Lo peor que le puede pasar a cualquier sociedad es la inercia frente a su propia evolución, porque eso no sólo desactiva energías sino que desanima voluntades, haciendo que todo se dirija hacia el estancamiento que acaba volviéndose pozo de pudrición. Los salvadoreños tenemos sobrada experiencia vivida al respecto, y por eso no puede asistirnos ninguna excusa válida para seguir en las mismas. Lo que toca hacer en esta precisa coyuntura es recoger el reto que nos lanza la realidad desde todos sus ángulos, para ir abriendo rutas de superación.

Eso es lo que queremos expresar cuando decimos que la política debe dejar de ser retranca y pasar a ser motor. Es decir, superar el inmovilismo paralizante para encaminarse hacia los dinamismos renovadores. No es un tránsito fácil, porque hay que remover muchos cúmulos pétreos en los pasadizos de la conciencia nacional y abrir todas las ventanas para que entren los aires modernizadores. Pero si no vamos por ahí no iremos hacia ninguna parte.

Agradezcamos que sea nuestro propio proceso el que nos va empujando con apremio creciente a dejar de lado las viejas y trilladas costumbres de la pasividad y de la indiferencia. Es como si el tiempo se nos hubiera vuelto millennial y estuviera empujándonos al autorreconocimiento, que es la antesala de cualquier autorrealización.

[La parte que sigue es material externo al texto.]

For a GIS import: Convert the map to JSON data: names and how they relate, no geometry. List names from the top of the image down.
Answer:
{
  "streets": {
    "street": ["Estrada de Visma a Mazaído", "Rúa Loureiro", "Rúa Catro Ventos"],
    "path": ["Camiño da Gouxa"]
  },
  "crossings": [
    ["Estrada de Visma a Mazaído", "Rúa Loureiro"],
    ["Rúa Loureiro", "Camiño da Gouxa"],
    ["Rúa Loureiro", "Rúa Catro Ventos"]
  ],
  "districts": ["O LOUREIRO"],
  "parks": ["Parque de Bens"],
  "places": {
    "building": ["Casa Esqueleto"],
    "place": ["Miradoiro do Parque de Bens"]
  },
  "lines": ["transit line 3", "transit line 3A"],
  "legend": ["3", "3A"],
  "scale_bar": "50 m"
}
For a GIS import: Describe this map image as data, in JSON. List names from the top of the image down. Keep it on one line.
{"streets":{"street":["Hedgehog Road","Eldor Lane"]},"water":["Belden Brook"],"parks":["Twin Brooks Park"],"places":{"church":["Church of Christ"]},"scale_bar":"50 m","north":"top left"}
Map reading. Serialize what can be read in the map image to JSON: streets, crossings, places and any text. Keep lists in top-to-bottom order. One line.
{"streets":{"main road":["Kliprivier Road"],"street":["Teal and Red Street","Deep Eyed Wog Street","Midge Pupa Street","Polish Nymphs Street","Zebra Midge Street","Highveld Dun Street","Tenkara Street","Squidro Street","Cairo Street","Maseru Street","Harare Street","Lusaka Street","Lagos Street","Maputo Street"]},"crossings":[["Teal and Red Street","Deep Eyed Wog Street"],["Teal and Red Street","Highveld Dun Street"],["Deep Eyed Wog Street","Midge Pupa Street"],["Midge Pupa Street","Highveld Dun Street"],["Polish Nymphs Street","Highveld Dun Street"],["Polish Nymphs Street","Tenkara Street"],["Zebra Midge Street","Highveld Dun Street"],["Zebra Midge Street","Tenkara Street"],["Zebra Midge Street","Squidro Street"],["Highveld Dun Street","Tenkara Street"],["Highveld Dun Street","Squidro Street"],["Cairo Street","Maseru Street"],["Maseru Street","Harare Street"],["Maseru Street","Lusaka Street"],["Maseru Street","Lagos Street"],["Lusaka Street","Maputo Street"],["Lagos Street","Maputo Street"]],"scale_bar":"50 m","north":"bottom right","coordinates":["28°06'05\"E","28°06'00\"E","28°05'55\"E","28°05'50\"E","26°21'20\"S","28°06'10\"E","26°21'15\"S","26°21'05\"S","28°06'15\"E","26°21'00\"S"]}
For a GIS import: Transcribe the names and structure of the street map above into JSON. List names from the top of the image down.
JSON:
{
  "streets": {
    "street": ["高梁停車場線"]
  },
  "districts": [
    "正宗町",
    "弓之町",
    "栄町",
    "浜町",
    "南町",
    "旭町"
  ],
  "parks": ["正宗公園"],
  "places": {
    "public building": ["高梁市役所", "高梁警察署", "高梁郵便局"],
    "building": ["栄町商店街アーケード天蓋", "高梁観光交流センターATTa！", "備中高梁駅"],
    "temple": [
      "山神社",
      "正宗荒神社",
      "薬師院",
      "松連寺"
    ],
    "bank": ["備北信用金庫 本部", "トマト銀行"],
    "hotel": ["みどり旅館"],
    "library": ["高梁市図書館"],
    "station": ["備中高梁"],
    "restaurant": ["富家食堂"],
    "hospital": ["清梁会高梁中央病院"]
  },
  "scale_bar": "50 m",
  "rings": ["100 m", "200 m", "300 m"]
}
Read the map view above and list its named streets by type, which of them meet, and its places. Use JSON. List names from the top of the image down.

Los salvadoreños tenemos las condiciones acumuladas para ser constructores de destino. Lo único que se requiere es que nos despojemos de todos los artificios que nos envuelven para quedar libres en el empeño de ser cada día mejores.

Hay que potenciar la esperanza en un presente más animador y en un futuro más inspirador. Es momento de hacer apuestas fertilizantes en todos los sentidos.

La política debe ser una llave maestra y no un candado inmovilizante.